[Directions]: Could you say how many lines in the records include "labels"? Please give the number by itself.

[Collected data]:

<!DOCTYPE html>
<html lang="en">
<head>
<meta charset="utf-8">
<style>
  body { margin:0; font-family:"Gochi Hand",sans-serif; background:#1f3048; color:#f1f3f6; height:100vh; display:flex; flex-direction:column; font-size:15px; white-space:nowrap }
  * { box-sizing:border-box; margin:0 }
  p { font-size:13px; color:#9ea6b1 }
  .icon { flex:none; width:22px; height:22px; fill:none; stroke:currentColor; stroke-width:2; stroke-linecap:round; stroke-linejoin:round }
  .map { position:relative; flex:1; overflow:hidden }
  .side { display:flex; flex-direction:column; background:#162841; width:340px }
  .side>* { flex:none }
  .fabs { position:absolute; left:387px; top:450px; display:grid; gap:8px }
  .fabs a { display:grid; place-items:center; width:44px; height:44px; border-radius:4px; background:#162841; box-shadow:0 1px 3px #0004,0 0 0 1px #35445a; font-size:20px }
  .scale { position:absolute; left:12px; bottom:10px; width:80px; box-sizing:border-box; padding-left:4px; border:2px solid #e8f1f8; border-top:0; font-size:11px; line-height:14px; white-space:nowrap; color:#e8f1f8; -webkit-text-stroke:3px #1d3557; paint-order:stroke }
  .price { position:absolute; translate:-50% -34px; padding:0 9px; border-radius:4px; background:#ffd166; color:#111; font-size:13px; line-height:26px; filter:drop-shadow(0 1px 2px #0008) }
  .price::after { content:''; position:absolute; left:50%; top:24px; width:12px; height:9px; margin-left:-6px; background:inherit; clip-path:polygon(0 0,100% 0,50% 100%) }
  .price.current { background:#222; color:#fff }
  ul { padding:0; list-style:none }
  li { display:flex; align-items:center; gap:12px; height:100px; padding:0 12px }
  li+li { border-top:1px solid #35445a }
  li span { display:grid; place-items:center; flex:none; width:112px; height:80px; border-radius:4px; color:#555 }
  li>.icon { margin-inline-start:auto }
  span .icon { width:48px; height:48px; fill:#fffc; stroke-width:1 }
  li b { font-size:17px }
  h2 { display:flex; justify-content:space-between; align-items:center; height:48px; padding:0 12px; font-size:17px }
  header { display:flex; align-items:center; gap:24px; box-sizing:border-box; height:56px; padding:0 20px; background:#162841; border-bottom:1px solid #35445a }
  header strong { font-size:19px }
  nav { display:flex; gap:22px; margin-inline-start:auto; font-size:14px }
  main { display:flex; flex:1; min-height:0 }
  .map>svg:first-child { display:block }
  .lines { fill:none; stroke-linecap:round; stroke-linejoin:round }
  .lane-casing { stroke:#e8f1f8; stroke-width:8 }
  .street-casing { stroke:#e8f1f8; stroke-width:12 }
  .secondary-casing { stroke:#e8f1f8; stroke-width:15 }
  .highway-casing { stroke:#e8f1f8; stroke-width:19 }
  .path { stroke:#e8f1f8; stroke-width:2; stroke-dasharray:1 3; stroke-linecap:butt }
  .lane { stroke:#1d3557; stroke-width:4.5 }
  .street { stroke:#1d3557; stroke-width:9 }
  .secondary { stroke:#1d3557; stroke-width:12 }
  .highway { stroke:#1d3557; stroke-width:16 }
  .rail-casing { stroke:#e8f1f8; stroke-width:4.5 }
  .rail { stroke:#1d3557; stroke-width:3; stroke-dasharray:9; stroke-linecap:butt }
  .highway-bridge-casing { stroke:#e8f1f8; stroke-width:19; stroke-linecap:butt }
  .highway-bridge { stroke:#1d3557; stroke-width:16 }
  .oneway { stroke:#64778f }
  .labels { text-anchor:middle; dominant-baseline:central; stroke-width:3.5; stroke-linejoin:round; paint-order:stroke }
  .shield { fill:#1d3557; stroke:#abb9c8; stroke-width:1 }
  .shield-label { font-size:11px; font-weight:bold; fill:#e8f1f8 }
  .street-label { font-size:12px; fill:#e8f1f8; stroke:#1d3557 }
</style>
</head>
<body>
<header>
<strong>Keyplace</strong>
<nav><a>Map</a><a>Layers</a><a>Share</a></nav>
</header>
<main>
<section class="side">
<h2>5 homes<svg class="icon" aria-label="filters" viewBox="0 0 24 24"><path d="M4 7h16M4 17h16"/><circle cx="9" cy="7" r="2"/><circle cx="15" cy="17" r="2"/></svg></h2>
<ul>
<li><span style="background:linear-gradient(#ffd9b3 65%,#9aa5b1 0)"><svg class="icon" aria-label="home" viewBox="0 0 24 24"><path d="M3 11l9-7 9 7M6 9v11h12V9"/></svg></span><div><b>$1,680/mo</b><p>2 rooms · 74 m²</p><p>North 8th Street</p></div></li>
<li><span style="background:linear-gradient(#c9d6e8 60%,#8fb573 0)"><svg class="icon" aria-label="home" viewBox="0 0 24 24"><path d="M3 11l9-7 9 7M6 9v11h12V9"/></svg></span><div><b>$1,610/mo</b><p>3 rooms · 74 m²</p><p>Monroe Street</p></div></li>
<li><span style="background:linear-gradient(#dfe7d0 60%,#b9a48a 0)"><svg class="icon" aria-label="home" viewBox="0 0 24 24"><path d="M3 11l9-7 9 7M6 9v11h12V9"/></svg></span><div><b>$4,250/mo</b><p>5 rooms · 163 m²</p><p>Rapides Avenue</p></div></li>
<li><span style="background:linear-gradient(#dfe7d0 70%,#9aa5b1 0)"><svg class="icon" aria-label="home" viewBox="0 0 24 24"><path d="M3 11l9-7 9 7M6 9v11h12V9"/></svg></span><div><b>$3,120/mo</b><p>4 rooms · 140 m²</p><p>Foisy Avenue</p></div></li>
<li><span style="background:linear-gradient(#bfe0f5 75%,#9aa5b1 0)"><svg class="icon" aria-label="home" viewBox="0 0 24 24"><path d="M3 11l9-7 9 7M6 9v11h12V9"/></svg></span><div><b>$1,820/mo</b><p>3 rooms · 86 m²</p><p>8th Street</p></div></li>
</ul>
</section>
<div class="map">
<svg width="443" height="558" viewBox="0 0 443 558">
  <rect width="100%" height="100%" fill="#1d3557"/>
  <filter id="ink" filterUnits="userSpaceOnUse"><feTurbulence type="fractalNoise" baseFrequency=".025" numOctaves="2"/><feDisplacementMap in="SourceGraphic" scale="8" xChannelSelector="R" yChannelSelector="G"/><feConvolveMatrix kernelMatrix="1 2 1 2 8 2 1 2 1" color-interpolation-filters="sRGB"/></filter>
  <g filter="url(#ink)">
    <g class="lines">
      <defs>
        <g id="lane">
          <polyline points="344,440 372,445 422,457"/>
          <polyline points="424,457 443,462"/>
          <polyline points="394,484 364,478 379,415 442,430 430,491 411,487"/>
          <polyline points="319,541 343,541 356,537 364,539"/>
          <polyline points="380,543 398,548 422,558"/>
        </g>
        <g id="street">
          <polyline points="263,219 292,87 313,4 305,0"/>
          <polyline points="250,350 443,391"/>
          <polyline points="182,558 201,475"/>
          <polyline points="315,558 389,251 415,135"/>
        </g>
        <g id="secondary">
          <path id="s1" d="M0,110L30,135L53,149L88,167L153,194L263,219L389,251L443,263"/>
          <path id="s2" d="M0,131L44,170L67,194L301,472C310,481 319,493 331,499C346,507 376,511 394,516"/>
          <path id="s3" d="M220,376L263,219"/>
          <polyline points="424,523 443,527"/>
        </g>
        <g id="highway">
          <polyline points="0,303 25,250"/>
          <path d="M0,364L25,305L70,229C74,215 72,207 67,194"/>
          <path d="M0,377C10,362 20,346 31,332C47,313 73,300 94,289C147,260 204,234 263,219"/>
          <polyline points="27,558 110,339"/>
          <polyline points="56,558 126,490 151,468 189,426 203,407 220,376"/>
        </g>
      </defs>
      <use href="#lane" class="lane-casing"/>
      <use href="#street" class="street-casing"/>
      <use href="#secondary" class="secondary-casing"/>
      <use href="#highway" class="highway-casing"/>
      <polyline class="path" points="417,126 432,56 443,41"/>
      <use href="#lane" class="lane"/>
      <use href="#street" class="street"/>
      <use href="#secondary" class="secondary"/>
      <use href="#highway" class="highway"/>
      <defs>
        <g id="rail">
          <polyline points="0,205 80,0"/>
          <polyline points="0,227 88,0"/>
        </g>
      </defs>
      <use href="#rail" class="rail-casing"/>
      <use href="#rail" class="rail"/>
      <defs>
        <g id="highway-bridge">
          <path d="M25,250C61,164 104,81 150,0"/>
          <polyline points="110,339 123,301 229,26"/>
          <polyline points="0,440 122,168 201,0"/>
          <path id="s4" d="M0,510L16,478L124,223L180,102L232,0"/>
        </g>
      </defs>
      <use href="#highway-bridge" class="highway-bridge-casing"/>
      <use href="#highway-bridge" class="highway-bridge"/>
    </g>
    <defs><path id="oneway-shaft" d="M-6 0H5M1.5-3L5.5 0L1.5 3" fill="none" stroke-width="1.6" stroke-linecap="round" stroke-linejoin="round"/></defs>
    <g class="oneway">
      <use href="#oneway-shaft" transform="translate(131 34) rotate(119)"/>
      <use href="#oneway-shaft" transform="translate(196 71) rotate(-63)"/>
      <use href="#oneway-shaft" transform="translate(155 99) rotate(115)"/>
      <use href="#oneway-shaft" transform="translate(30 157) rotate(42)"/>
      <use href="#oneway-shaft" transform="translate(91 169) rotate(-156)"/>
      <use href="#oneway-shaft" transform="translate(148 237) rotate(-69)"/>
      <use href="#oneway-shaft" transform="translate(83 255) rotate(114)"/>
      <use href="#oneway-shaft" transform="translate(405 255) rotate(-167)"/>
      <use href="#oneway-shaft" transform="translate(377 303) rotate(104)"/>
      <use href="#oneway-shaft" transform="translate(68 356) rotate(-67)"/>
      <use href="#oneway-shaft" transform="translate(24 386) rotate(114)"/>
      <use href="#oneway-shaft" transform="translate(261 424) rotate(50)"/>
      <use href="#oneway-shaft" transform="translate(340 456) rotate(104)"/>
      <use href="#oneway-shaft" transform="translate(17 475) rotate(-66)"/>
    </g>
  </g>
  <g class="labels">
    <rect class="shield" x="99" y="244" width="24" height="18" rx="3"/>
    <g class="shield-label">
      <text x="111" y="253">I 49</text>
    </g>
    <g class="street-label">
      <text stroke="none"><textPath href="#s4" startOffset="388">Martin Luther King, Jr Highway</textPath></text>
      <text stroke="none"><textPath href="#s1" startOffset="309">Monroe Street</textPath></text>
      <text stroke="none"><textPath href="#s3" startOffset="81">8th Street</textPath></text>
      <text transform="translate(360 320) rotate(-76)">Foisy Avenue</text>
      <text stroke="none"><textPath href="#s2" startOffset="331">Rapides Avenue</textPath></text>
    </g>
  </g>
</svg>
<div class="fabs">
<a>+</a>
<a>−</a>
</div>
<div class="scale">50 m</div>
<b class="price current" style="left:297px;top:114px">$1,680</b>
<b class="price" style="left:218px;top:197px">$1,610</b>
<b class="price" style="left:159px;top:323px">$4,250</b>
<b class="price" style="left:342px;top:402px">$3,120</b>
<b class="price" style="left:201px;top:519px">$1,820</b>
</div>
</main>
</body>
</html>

[Written response]: 2